Records from a data source
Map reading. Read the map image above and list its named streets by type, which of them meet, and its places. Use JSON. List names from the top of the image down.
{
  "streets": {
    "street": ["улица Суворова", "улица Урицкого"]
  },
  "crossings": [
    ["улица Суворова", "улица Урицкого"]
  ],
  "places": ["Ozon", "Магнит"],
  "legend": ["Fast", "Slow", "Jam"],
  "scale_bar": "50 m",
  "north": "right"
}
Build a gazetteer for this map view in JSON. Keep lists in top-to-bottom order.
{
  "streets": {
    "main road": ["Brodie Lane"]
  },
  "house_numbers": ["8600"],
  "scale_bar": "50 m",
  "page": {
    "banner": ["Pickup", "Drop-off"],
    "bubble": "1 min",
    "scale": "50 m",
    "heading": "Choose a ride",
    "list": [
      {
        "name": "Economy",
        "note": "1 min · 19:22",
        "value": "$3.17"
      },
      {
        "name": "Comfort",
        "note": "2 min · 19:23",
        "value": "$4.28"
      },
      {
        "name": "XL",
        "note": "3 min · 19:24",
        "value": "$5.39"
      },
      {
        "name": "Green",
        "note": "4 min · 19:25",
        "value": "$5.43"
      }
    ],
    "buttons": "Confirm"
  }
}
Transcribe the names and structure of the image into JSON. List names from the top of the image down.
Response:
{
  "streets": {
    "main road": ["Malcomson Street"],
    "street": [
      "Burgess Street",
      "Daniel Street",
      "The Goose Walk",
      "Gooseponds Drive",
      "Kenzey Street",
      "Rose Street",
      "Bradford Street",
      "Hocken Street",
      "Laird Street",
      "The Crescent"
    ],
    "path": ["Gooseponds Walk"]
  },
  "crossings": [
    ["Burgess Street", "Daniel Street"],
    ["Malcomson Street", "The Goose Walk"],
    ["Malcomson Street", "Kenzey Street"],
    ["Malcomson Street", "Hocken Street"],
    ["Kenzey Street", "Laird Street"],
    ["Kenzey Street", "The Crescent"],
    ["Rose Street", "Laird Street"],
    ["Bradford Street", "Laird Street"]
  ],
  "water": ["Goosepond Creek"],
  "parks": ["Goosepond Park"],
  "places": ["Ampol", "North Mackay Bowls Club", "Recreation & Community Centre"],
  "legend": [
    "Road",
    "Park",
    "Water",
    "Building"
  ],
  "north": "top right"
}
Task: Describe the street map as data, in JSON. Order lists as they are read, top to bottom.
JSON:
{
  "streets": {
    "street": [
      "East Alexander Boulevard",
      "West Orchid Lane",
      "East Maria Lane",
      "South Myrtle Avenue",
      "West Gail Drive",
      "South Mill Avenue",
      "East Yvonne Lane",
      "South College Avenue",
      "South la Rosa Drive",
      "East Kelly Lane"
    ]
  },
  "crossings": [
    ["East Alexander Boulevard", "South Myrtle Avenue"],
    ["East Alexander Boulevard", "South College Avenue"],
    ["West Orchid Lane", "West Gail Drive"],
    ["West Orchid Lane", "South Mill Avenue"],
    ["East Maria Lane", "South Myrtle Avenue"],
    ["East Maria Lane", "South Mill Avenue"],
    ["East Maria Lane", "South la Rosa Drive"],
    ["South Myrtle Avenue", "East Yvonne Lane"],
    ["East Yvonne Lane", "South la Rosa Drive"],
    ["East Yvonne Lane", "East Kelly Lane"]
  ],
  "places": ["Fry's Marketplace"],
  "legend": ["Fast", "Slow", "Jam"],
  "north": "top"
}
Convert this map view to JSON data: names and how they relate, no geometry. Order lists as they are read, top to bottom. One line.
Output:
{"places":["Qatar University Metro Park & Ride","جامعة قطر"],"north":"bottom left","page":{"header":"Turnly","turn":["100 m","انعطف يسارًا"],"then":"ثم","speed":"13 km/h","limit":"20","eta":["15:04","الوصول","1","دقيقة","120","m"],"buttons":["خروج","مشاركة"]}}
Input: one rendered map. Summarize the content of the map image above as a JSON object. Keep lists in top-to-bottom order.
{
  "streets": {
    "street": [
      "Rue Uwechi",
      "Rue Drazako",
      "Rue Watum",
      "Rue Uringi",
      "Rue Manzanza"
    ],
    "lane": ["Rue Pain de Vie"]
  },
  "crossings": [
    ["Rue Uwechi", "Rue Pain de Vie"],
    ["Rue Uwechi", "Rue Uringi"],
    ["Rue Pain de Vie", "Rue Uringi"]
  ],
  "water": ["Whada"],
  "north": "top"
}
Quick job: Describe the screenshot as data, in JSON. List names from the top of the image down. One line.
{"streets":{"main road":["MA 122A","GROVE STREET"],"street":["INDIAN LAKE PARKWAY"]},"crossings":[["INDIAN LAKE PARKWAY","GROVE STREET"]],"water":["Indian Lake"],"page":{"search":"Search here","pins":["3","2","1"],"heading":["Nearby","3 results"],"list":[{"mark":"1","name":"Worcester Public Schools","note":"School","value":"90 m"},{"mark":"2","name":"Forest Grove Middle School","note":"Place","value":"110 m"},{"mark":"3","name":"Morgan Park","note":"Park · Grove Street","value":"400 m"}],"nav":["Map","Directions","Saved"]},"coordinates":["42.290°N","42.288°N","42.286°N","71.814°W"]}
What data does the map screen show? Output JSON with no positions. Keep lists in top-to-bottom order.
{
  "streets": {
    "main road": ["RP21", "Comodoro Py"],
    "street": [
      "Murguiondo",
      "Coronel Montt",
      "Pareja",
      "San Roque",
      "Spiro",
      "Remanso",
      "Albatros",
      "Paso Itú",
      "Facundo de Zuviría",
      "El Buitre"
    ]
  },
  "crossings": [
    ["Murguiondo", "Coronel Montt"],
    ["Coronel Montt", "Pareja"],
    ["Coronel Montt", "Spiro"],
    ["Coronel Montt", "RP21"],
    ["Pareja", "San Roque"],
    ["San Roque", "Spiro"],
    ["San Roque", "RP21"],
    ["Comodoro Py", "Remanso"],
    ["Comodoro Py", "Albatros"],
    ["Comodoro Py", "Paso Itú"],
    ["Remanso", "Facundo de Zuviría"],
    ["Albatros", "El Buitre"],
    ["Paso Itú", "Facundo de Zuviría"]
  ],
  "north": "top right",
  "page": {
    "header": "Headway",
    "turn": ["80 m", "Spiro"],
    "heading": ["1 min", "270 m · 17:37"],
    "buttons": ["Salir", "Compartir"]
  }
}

» **WHAT IS REQUIRED**: Exactly as shown above, write out all the records.

» **TASK ANSWER**:
Map reading. Read the map image above and list its named streets by type, which of them meet, and its places. Use JSON. List names from the top of the image down.
{
  "streets": {
    "street": ["улица Суворова", "улица Урицкого"]
  },
  "crossings": [
    ["улица Суворова", "улица Урицкого"]
  ],
  "places": ["Ozon", "Магнит"],
  "legend": ["Fast", "Slow", "Jam"],
  "scale_bar": "50 m",
  "north": "right"
}
Build a gazetteer for this map view in JSON. Keep lists in top-to-bottom order.
{
  "streets": {
    "main road": ["Brodie Lane"]
  },
  "house_numbers": ["8600"],
  "scale_bar": "50 m",
  "page": {
    "banner": ["Pickup", "Drop-off"],
    "bubble": "1 min",
    "scale": "50 m",
    "heading": "Choose a ride",
    "list": [
      {
        "name": "Economy",
        "note": "1 min · 19:22",
        "value": "$3.17"
      },
      {
        "name": "Comfort",
        "note": "2 min · 19:23",
        "value": "$4.28"
      },
      {
        "name": "XL",
        "note": "3 min · 19:24",
        "value": "$5.39"
      },
      {
        "name": "Green",
        "note": "4 min · 19:25",
        "value": "$5.43"
      }
    ],
    "buttons": "Confirm"
  }
}
Transcribe the names and structure of the image into JSON. List names from the top of the image down.
Response:
{
  "streets": {
    "main road": ["Malcomson Street"],
    "street": [
      "Burgess Street",
      "Daniel Street",
      "The Goose Walk",
      "Gooseponds Drive",
      "Kenzey Street",
      "Rose Street",
      "Bradford Street",
      "Hocken Street",
      "Laird Street",
      "The Crescent"
    ],
    "path": ["Gooseponds Walk"]
  },
  "crossings": [
    ["Burgess Street", "Daniel Street"],
    ["Malcomson Street", "The Goose Walk"],
    ["Malcomson Street", "Kenzey Street"],
    ["Malcomson Street", "Hocken Street"],
    ["Kenzey Street", "Laird Street"],
    ["Kenzey Street", "The Crescent"],
    ["Rose Street", "Laird Street"],
    ["Bradford Street", "Laird Street"]
  ],
  "water": ["Goosepond Creek"],
  "parks": ["Goosepond Park"],
  "places": ["Ampol", "North Mackay Bowls Club", "Recreation & Community Centre"],
  "legend": [
    "Road",
    "Park",
    "Water",
    "Building"
  ],
  "north": "top right"
}
Task: Describe the street map as data, in JSON. Order lists as they are read, top to bottom.
JSON:
{
  "streets": {
    "street": [
      "East Alexander Boulevard",
      "West Orchid Lane",
      "East Maria Lane",
      "South Myrtle Avenue",
      "West Gail Drive",
      "South Mill Avenue",
      "East Yvonne Lane",
      "South College Avenue",
      "South la Rosa Drive",
      "East Kelly Lane"
    ]
  },
  "crossings": [
    ["East Alexander Boulevard", "South Myrtle Avenue"],
    ["East Alexander Boulevard", "South College Avenue"],
    ["West Orchid Lane", "West Gail Drive"],
    ["West Orchid Lane", "South Mill Avenue"],
    ["East Maria Lane", "South Myrtle Avenue"],
    ["East Maria Lane", "South Mill Avenue"],
    ["East Maria Lane", "South la Rosa Drive"],
    ["South Myrtle Avenue", "East Yvonne Lane"],
    ["East Yvonne Lane", "South la Rosa Drive"],
    ["East Yvonne Lane", "East Kelly Lane"]
  ],
  "places": ["Fry's Marketplace"],
  "legend": ["Fast", "Slow", "Jam"],
  "north": "top"
}
Convert this map view to JSON data: names and how they relate, no geometry. Order lists as they are read, top to bottom. One line.
Output:
{"places":["Qatar University Metro Park & Ride","جامعة قطر"],"north":"bottom left","page":{"header":"Turnly","turn":["100 m","انعطف يسارًا"],"then":"ثم","speed":"13 km/h","limit":"20","eta":["15:04","الوصول","1","دقيقة","120","m"],"buttons":["خروج","مشاركة"]}}
Input: one rendered map. Summarize the content of the map image above as a JSON object. Keep lists in top-to-bottom order.
{
  "streets": {
    "street": [
      "Rue Uwechi",
      "Rue Drazako",
      "Rue Watum",
      "Rue Uringi",
      "Rue Manzanza"
    ],
    "lane": ["Rue Pain de Vie"]
  },
  "crossings": [
    ["Rue Uwechi", "Rue Pain de Vie"],
    ["Rue Uwechi", "Rue Uringi"],
    ["Rue Pain de Vie", "Rue Uringi"]
  ],
  "water": ["Whada"],
  "north": "top"
}
Quick job: Describe the screenshot as data, in JSON. List names from the top of the image down. One line.
{"streets":{"main road":["MA 122A","GROVE STREET"],"street":["INDIAN LAKE PARKWAY"]},"crossings":[["INDIAN LAKE PARKWAY","GROVE STREET"]],"water":["Indian Lake"],"page":{"search":"Search here","pins":["3","2","1"],"heading":["Nearby","3 results"],"list":[{"mark":"1","name":"Worcester Public Schools","note":"School","value":"90 m"},{"mark":"2","name":"Forest Grove Middle School","note":"Place","value":"110 m"},{"mark":"3","name":"Morgan Park","note":"Park · Grove Street","value":"400 m"}],"nav":["Map","Directions","Saved"]},"coordinates":["42.290°N","42.288°N","42.286°N","71.814°W"]}
What data does the map screen show? Output JSON with no positions. Keep lists in top-to-bottom order.
{
  "streets": {
    "main road": ["RP21", "Comodoro Py"],
    "street": [
      "Murguiondo",
      "Coronel Montt",
      "Pareja",
      "San Roque",
      "Spiro",
      "Remanso",
      "Albatros",
      "Paso Itú",
      "Facundo de Zuviría",
      "El Buitre"
    ]
  },
  "crossings": [
    ["Murguiondo", "Coronel Montt"],
    ["Coronel Montt", "Pareja"],
    ["Coronel Montt", "Spiro"],
    ["Coronel Montt", "RP21"],
    ["Pareja", "San Roque"],
    ["San Roque", "Spiro"],
    ["San Roque", "RP21"],
    ["Comodoro Py", "Remanso"],
    ["Comodoro Py", "Albatros"],
    ["Comodoro Py", "Paso Itú"],
    ["Remanso", "Facundo de Zuviría"],
    ["Albatros", "El Buitre"],
    ["Paso Itú", "Facundo de Zuviría"]
  ],
  "north": "top right",
  "page": {
    "header": "Headway",
    "turn": ["80 m", "Spiro"],
    "heading": ["1 min", "270 m · 17:37"],
    "buttons": ["Salir", "Compartir"]
  }
}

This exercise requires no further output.